**Exercise data:**
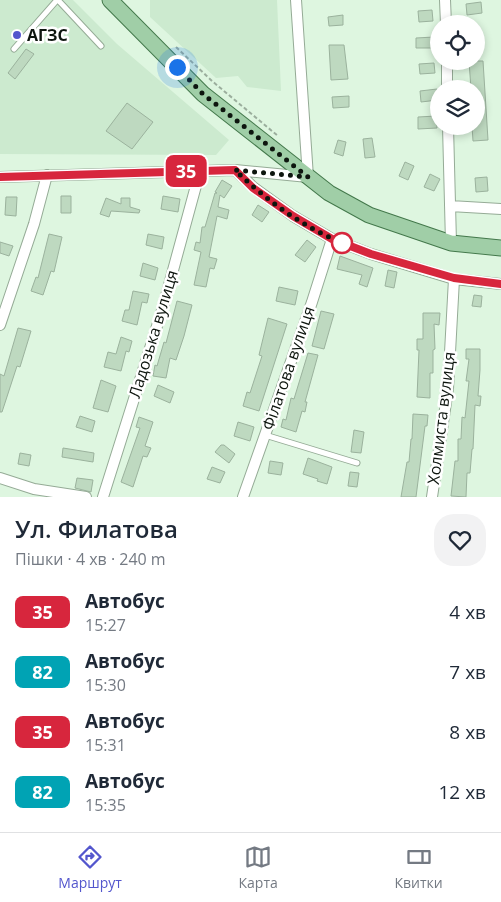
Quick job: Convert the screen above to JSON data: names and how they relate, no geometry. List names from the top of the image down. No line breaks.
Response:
{"streets":{"street":["Ладозька вулиця","Філатова вулиця","Холмиста вулиця"]},"places":["АГЗС"],"lines":["bus line 35"],"page":{"on_map":"35","heading":["Ул. Филатова","Пішки · 4 хв · 240 m"],"list":[{"mark":"35","name":"Автобус","note":"15:27","value":"4 хв"},{"mark":"82","name":"Автобус","note":"15:30","value":"7 хв"},{"mark":"35","name":"Автобус","note":"15:31","value":"8 хв"},{"mark":"82","name":"Автобус","note":"15:35","value":"12 хв"}],"tabs":["Маршрут","Карта","Квитки"]}}
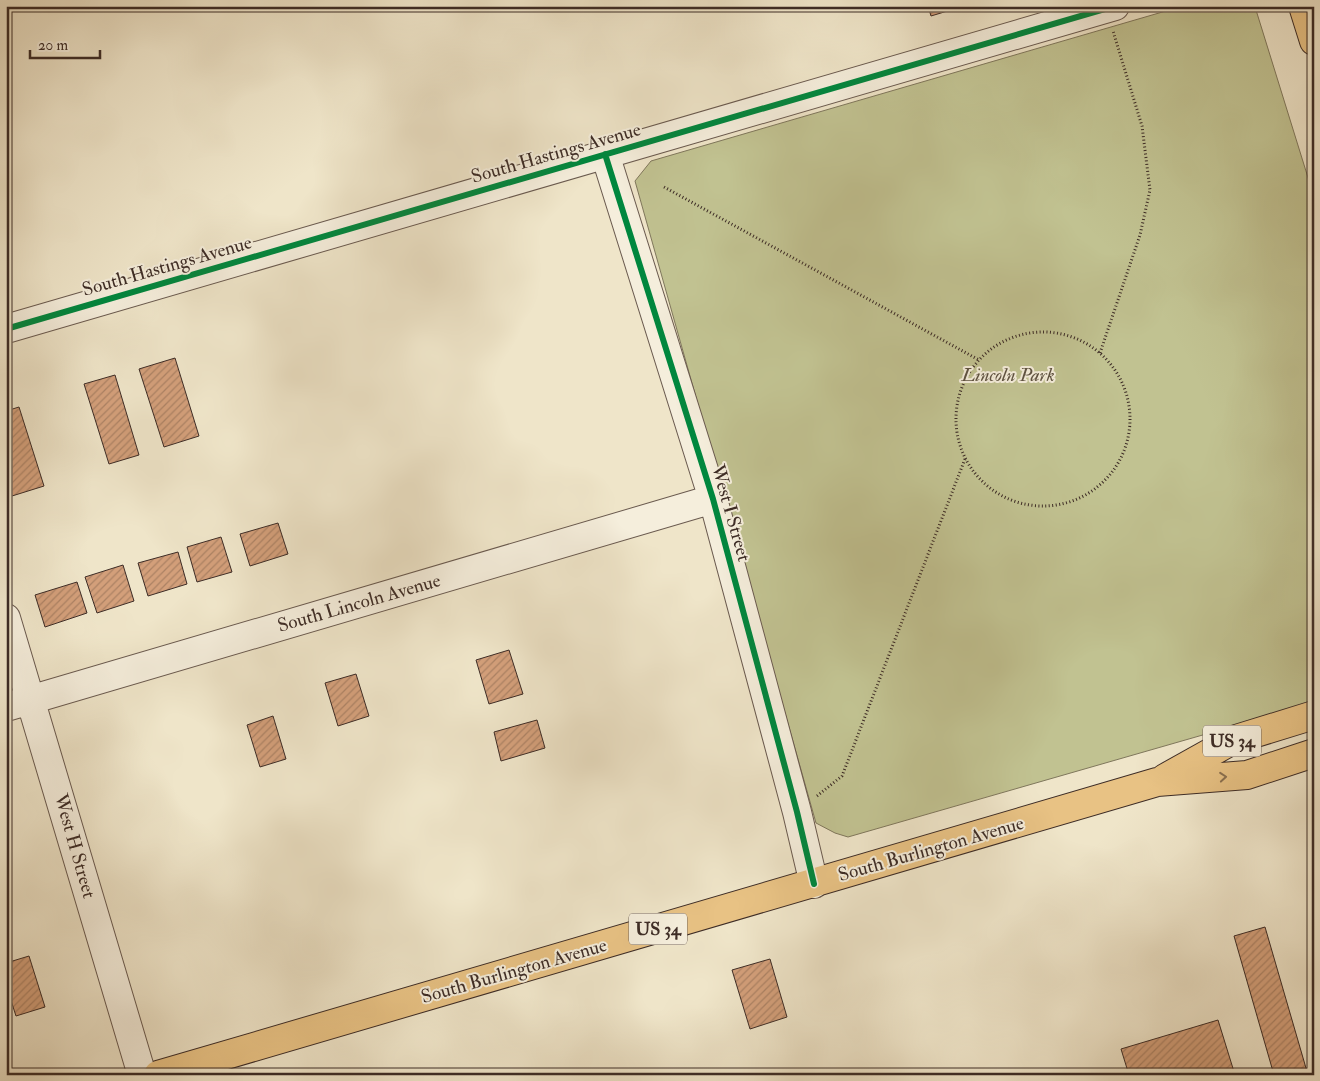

**Requirement:** All of the data must be repeated exactly, except for the pictures.

**Exercise solution:**
Quick job: Convert the screen above to JSON data: names and how they relate, no geometry. List names from the top of the image down. No line breaks.
Response:
{"streets":{"street":["Ладозька вулиця","Філатова вулиця","Холмиста вулиця"]},"places":["АГЗС"],"lines":["bus line 35"],"page":{"on_map":"35","heading":["Ул. Филатова","Пішки · 4 хв · 240 m"],"list":[{"mark":"35","name":"Автобус","note":"15:27","value":"4 хв"},{"mark":"82","name":"Автобус","note":"15:30","value":"7 хв"},{"mark":"35","name":"Автобус","note":"15:31","value":"8 хв"},{"mark":"82","name":"Автобус","note":"15:35","value":"12 хв"}],"tabs":["Маршрут","Карта","Квитки"]}}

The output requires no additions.